If you were under, you would add half the error.

Answer is 89-36-41.5

BONUS TIP: Take the COS of that mean zenith angle (converted to decimal degrees) --> x slope distance --> + instrument HT --> - height of target = vertical difference between stations.

Pretty handy for running trig levels.

Yes, but the tables only went to 45 degrees so when the curta cranked up you needed the horizon angle. Also no computer was needed all the calculations are done in your head in a couple of seconds before getting to the table....;-)

There usually is always a reason for the way things used to be done.

[sarcasm]you just have to talk to an old timer to find out![/sarcasm]

Face left and face right are not terms used with vertical angles...

Why not, and what terms do you use?

Direct and reverse.

I've always used direct and reverse.

> I've always used direct and reverse.

I thought direct/reverse and face right/face left were interchangeable. It's more of a regional thing.....at least that's what I thought.

Now this is the kind of stuff that has fascinated me for years about the area where math and surveying meet.

Norman and Digger both get the same 17 second difference, but they do it in different ways and, of course, get the same average value. But, for the height difference, Norman would use sine where Digger uses cosine.

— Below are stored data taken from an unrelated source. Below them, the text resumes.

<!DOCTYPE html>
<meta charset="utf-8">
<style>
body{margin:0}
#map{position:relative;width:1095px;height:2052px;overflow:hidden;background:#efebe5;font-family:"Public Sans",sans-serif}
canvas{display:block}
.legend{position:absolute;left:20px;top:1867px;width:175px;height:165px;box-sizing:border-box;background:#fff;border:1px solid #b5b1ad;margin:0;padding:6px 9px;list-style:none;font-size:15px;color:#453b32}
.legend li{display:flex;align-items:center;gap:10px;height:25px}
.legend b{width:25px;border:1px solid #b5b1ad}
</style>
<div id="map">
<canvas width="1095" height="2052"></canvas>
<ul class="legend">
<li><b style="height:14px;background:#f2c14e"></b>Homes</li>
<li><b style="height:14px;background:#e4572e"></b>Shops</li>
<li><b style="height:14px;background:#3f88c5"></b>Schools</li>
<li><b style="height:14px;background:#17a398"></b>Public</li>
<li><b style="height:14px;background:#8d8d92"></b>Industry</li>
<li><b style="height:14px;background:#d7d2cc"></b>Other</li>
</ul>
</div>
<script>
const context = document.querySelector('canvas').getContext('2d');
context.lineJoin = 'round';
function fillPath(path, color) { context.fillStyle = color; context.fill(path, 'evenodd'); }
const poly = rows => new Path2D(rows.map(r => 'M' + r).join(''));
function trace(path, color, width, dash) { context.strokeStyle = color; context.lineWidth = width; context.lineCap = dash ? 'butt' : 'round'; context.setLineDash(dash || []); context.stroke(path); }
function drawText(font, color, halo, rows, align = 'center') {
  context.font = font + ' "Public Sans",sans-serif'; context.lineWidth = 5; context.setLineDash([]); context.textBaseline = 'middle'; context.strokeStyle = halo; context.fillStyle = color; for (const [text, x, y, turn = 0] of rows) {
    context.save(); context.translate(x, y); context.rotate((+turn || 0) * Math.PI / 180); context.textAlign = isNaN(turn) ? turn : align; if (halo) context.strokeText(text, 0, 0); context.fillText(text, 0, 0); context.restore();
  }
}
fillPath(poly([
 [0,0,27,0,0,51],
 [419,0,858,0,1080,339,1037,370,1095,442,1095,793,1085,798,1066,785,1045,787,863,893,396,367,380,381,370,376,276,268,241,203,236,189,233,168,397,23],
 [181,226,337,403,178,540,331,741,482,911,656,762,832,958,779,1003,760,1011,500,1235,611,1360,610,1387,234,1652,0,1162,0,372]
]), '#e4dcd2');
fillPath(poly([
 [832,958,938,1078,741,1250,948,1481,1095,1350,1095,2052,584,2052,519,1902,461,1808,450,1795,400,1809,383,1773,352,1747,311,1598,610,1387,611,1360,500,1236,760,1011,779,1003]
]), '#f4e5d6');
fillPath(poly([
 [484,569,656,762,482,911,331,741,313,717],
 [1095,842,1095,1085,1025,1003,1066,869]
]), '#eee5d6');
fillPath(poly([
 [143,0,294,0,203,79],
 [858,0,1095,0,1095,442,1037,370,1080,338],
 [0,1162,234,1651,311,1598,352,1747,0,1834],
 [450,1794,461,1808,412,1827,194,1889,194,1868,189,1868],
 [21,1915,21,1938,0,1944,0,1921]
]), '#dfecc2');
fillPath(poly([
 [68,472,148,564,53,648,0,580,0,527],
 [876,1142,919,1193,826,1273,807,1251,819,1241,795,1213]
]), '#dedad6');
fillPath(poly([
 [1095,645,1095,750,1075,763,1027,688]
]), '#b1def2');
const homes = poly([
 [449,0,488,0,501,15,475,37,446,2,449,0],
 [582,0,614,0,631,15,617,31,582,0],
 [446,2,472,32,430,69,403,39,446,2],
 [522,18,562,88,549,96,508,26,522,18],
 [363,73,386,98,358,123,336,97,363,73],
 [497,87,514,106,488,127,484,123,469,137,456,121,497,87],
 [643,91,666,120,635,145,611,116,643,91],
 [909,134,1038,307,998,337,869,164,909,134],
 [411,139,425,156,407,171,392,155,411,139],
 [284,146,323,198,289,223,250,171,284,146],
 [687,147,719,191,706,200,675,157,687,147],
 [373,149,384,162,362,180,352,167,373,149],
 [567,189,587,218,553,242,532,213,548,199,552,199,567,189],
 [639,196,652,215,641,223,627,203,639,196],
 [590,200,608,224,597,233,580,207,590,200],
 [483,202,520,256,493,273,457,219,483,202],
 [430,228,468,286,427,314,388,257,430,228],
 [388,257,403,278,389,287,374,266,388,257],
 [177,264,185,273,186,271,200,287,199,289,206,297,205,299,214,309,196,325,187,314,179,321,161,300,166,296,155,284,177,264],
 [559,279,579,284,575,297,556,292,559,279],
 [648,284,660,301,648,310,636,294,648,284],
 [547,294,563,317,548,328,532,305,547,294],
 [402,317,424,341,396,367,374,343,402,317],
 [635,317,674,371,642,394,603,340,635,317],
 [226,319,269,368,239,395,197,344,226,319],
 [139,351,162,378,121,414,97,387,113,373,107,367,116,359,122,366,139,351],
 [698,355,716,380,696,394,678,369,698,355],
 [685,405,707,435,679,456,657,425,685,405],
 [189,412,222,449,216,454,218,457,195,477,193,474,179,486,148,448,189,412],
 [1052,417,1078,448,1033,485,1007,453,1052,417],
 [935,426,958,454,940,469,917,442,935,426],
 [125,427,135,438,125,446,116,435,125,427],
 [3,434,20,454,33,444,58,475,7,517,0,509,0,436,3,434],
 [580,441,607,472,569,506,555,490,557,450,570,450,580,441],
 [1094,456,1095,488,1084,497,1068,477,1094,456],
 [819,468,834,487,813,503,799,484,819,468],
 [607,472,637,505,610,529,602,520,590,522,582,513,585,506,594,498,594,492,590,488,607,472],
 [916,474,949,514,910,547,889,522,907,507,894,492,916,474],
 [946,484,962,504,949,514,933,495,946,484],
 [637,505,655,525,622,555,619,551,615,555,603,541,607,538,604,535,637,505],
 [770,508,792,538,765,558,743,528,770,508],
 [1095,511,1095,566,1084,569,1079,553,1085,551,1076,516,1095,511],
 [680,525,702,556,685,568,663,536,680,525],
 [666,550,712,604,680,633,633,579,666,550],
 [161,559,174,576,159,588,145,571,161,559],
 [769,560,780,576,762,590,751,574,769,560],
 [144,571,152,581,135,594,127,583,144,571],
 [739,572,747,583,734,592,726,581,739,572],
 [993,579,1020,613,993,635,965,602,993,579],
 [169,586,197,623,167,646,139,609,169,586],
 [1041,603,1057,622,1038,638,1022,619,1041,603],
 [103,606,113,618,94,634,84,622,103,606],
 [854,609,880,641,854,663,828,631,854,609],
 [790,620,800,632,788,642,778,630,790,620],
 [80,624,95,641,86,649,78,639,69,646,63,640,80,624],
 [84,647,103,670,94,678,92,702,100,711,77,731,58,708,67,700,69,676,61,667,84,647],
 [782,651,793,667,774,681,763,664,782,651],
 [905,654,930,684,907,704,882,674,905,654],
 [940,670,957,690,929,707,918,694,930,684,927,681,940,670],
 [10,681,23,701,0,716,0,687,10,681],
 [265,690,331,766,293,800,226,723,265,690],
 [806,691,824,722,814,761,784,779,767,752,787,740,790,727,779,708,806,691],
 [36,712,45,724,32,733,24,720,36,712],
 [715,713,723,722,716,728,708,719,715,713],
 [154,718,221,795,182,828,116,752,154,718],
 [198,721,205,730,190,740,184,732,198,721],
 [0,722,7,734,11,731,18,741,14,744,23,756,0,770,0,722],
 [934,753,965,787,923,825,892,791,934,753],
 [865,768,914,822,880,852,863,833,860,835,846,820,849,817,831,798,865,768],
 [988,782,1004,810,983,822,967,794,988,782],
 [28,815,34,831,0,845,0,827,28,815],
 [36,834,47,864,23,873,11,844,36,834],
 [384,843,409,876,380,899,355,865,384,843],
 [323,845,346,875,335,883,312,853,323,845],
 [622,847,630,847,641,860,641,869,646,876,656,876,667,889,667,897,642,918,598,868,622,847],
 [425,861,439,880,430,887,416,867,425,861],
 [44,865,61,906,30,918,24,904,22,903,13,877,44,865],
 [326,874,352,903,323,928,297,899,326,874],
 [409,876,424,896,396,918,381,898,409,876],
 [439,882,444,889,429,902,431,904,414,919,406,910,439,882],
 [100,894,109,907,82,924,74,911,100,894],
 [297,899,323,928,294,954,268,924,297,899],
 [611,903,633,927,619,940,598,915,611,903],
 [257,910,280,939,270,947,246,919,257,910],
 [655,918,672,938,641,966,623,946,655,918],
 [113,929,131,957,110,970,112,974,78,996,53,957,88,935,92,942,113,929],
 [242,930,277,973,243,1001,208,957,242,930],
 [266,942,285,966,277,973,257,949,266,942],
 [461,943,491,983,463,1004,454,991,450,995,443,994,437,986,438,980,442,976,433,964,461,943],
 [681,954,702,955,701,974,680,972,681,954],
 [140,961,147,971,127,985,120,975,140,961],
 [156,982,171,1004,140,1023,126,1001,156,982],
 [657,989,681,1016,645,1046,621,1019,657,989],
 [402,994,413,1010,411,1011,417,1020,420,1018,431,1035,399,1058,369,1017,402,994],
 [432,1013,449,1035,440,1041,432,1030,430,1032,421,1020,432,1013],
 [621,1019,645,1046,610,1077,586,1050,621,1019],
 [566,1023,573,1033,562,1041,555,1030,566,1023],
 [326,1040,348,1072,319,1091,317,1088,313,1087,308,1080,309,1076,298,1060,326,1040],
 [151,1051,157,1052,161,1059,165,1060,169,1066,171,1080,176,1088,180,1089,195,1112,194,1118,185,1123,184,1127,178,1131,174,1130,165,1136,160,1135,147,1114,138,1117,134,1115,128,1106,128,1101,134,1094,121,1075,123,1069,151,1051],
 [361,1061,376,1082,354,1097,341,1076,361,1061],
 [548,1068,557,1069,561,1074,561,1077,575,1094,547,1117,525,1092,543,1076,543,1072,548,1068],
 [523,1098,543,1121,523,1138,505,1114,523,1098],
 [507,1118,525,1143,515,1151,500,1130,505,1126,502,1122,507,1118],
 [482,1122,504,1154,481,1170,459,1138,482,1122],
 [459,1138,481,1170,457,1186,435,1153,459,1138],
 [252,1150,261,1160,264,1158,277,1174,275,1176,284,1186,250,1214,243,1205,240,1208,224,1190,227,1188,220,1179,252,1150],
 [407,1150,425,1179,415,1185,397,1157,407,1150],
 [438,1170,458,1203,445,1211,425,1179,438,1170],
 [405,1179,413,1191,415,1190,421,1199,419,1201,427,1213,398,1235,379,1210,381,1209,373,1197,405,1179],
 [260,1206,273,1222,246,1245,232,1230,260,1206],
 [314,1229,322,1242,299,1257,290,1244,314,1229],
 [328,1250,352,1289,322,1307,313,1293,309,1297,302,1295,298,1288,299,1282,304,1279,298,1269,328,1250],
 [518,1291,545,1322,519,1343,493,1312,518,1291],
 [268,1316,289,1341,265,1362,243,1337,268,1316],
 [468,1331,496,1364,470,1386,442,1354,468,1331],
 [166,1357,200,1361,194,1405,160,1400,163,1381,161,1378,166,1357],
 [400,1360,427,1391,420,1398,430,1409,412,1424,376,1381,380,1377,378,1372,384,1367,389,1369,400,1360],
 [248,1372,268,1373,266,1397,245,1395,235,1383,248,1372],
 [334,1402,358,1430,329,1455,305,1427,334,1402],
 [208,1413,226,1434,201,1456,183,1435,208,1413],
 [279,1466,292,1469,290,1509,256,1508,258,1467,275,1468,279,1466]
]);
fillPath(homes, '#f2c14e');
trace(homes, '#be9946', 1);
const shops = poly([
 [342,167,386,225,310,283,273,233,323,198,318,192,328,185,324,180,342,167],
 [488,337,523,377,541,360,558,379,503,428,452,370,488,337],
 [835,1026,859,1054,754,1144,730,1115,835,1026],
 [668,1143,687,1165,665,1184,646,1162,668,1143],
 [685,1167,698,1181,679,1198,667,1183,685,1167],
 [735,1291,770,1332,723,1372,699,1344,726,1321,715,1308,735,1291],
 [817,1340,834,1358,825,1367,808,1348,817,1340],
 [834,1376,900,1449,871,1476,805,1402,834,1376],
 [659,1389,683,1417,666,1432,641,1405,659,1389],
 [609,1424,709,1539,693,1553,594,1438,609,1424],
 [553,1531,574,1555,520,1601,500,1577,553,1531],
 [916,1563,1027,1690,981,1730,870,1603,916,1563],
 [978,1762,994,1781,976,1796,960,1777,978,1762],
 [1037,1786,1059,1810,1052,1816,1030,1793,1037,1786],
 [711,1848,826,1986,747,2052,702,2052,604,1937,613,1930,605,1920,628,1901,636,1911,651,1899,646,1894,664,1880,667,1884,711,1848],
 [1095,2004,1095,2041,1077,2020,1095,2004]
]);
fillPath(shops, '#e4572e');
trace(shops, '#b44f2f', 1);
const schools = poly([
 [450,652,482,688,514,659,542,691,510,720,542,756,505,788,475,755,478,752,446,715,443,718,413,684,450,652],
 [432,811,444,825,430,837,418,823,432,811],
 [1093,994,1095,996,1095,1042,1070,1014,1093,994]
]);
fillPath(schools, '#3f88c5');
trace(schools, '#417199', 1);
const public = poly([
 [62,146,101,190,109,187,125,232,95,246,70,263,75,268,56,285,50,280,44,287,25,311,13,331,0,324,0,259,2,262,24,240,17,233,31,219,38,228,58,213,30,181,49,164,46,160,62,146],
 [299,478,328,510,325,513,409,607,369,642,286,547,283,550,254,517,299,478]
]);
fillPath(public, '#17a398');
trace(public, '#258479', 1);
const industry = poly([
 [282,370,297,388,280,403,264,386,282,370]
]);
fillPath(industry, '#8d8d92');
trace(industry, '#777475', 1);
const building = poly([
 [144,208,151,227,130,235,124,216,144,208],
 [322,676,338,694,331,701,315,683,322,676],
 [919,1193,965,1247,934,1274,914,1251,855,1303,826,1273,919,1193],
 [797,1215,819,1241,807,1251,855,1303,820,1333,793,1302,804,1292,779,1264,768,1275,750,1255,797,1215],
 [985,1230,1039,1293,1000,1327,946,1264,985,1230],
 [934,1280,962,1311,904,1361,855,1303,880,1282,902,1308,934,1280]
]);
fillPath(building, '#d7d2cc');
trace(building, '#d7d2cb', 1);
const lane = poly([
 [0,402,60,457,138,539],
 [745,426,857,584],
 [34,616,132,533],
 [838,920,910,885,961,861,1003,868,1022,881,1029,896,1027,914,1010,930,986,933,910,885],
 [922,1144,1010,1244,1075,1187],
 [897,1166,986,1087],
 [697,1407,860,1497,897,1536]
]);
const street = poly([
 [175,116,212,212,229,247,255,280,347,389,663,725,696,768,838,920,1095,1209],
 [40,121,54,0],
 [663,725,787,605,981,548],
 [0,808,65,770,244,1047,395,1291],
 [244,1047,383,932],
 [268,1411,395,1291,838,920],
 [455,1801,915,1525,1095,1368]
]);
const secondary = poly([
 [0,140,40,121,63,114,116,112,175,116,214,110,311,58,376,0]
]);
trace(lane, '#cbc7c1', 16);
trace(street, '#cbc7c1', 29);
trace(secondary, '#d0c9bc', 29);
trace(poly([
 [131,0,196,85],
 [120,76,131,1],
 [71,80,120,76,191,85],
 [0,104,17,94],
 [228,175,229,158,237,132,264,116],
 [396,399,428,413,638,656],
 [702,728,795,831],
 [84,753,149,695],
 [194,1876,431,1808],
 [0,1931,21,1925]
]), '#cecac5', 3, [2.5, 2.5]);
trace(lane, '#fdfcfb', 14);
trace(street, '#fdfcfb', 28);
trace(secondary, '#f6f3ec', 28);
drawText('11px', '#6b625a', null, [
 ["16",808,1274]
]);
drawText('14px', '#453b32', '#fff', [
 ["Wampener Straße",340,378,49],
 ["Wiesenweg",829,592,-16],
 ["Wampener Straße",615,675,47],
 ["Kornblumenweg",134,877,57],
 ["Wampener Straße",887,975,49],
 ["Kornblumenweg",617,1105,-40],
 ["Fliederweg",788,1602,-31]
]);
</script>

MightyMoe adjusted his workflow for tables that went only to 45 degrees, but that's as far as they needed to go. That's because the sine of 50 degrees is the same as the cosine of 40 degrees, as is true for all complementary angles. I wonder if his tables had sine, cosine, tangent, and cotangent as column labels across the top and cosine, sine, cotangent, and tangent across the bottom. If so, then degrees from 0 to 45 would be in the left-most column and 45 to 90 in the right-most column. Read down for the smaller angles and up for the larger ones.

In my last semester as a trig teacher, I continued to introduce my students to a similar table, not for calculation purposes, but for understanding. They could "see" the functions of angles and their complements in the tables as a supplement to seeing them in right triangle figures. That helped to remove some of the "black box" nature of their calculators and reinforce the right triangle angle relationships, as well as the constancy of trig functions of a particular angle.

Old guys who calculated mentally and by hand and then learned calculators and computers had a distinct advantage.